[Stored items]
————

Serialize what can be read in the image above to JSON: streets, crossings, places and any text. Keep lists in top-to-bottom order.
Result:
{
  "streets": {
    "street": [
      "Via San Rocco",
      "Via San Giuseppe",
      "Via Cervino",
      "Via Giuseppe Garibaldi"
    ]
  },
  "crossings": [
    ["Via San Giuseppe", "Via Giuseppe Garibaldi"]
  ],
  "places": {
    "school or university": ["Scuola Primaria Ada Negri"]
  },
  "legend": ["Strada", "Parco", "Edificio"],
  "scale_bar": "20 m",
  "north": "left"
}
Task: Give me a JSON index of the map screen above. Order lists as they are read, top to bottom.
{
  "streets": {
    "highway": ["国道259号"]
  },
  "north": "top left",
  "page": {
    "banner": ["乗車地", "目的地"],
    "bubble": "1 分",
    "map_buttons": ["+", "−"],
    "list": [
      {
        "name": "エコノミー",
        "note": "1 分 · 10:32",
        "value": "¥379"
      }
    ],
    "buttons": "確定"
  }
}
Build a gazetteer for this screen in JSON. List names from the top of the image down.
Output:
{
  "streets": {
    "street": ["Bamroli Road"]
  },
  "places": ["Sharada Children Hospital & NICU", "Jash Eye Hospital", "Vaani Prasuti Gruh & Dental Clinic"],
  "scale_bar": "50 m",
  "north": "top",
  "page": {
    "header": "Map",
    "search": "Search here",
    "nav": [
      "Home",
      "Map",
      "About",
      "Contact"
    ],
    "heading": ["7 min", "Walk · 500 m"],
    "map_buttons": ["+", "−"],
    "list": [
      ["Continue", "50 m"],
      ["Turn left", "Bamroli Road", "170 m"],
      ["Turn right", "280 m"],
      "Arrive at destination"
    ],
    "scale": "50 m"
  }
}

————

> DESCRIPTION OF THE TASK: Each of the records should be written out again, exactly as it reads.

> COMPLETED EXERCISE:
Serialize what can be read in the image above to JSON: streets, crossings, places and any text. Keep lists in top-to-bottom order.
Result:
{
  "streets": {
    "street": [
      "Via San Rocco",
      "Via San Giuseppe",
      "Via Cervino",
      "Via Giuseppe Garibaldi"
    ]
  },
  "crossings": [
    ["Via San Giuseppe", "Via Giuseppe Garibaldi"]
  ],
  "places": {
    "school or university": ["Scuola Primaria Ada Negri"]
  },
  "legend": ["Strada", "Parco", "Edificio"],
  "scale_bar": "20 m",
  "north": "left"
}
Task: Give me a JSON index of the map screen above. Order lists as they are read, top to bottom.
{
  "streets": {
    "highway": ["国道259号"]
  },
  "north": "top left",
  "page": {
    "banner": ["乗車地", "目的地"],
    "bubble": "1 分",
    "map_buttons": ["+", "−"],
    "list": [
      {
        "name": "エコノミー",
        "note": "1 分 · 10:32",
        "value": "¥379"
      }
    ],
    "buttons": "確定"
  }
}
Build a gazetteer for this screen in JSON. List names from the top of the image down.
Output:
{
  "streets": {
    "street": ["Bamroli Road"]
  },
  "places": ["Sharada Children Hospital & NICU", "Jash Eye Hospital", "Vaani Prasuti Gruh & Dental Clinic"],
  "scale_bar": "50 m",
  "north": "top",
  "page": {
    "header": "Map",
    "search": "Search here",
    "nav": [
      "Home",
      "Map",
      "About",
      "Contact"
    ],
    "heading": ["7 min", "Walk · 500 m"],
    "map_buttons": ["+", "−"],
    "list": [
      ["Continue", "50 m"],
      ["Turn left", "Bamroli Road", "170 m"],
      ["Turn right", "280 m"],
      "Arrive at destination"
    ],
    "scale": "50 m"
  }
}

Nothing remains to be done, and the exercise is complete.